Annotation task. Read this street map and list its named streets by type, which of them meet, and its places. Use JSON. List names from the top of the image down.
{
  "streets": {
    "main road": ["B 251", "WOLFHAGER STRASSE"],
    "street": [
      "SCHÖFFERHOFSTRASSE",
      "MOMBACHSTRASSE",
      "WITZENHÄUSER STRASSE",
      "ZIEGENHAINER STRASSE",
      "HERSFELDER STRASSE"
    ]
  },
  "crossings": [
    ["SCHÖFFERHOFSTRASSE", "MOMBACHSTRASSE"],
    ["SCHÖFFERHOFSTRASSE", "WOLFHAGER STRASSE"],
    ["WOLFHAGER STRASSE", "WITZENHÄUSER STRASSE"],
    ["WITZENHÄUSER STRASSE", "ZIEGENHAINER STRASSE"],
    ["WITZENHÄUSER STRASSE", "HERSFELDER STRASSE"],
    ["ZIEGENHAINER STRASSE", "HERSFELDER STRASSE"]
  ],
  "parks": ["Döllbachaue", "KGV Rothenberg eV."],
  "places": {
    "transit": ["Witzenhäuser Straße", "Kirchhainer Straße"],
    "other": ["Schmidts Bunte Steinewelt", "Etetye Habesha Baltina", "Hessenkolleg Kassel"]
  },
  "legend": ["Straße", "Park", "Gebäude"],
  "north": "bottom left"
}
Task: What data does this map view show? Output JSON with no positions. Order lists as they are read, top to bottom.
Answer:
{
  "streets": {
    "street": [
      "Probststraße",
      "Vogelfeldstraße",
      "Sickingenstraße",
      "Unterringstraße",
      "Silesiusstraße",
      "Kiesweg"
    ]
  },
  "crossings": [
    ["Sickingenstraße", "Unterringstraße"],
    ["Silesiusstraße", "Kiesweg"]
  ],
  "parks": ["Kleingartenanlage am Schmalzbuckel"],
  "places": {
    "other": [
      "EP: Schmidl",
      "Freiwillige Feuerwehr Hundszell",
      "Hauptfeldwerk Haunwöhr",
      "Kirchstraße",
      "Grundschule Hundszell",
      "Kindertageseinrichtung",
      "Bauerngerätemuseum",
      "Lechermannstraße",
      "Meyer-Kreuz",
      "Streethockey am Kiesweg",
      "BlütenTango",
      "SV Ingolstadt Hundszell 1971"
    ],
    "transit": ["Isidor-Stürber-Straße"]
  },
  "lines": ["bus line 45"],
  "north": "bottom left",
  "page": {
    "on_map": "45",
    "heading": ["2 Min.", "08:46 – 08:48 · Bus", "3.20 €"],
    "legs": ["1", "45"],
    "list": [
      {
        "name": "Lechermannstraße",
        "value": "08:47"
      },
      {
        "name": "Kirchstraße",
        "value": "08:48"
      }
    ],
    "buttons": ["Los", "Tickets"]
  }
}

------------------------------

## WORK ORDER
Output the entire listing precisely as it stands.

## EXERCISE OUTPUT
Annotation task. Read this street map and list its named streets by type, which of them meet, and its places. Use JSON. List names from the top of the image down.
{
  "streets": {
    "main road": ["B 251", "WOLFHAGER STRASSE"],
    "street": [
      "SCHÖFFERHOFSTRASSE",
      "MOMBACHSTRASSE",
      "WITZENHÄUSER STRASSE",
      "ZIEGENHAINER STRASSE",
      "HERSFELDER STRASSE"
    ]
  },
  "crossings": [
    ["SCHÖFFERHOFSTRASSE", "MOMBACHSTRASSE"],
    ["SCHÖFFERHOFSTRASSE", "WOLFHAGER STRASSE"],
    ["WOLFHAGER STRASSE", "WITZENHÄUSER STRASSE"],
    ["WITZENHÄUSER STRASSE", "ZIEGENHAINER STRASSE"],
    ["WITZENHÄUSER STRASSE", "HERSFELDER STRASSE"],
    ["ZIEGENHAINER STRASSE", "HERSFELDER STRASSE"]
  ],
  "parks": ["Döllbachaue", "KGV Rothenberg eV."],
  "places": {
    "transit": ["Witzenhäuser Straße", "Kirchhainer Straße"],
    "other": ["Schmidts Bunte Steinewelt", "Etetye Habesha Baltina", "Hessenkolleg Kassel"]
  },
  "legend": ["Straße", "Park", "Gebäude"],
  "north": "bottom left"
}
Task: What data does this map view show? Output JSON with no positions. Order lists as they are read, top to bottom.
Answer:
{
  "streets": {
    "street": [
      "Probststraße",
      "Vogelfeldstraße",
      "Sickingenstraße",
      "Unterringstraße",
      "Silesiusstraße",
      "Kiesweg"
    ]
  },
  "crossings": [
    ["Sickingenstraße", "Unterringstraße"],
    ["Silesiusstraße", "Kiesweg"]
  ],
  "parks": ["Kleingartenanlage am Schmalzbuckel"],
  "places": {
    "other": [
      "EP: Schmidl",
      "Freiwillige Feuerwehr Hundszell",
      "Hauptfeldwerk Haunwöhr",
      "Kirchstraße",
      "Grundschule Hundszell",
      "Kindertageseinrichtung",
      "Bauerngerätemuseum",
      "Lechermannstraße",
      "Meyer-Kreuz",
      "Streethockey am Kiesweg",
      "BlütenTango",
      "SV Ingolstadt Hundszell 1971"
    ],
    "transit": ["Isidor-Stürber-Straße"]
  },
  "lines": ["bus line 45"],
  "north": "bottom left",
  "page": {
    "on_map": "45",
    "heading": ["2 Min.", "08:46 – 08:48 · Bus", "3.20 €"],
    "legs": ["1", "45"],
    "list": [
      {
        "name": "Lechermannstraße",
        "value": "08:47"
      },
      {
        "name": "Kirchstraße",
        "value": "08:48"
      }
    ],
    "buttons": ["Los", "Tickets"]
  }
}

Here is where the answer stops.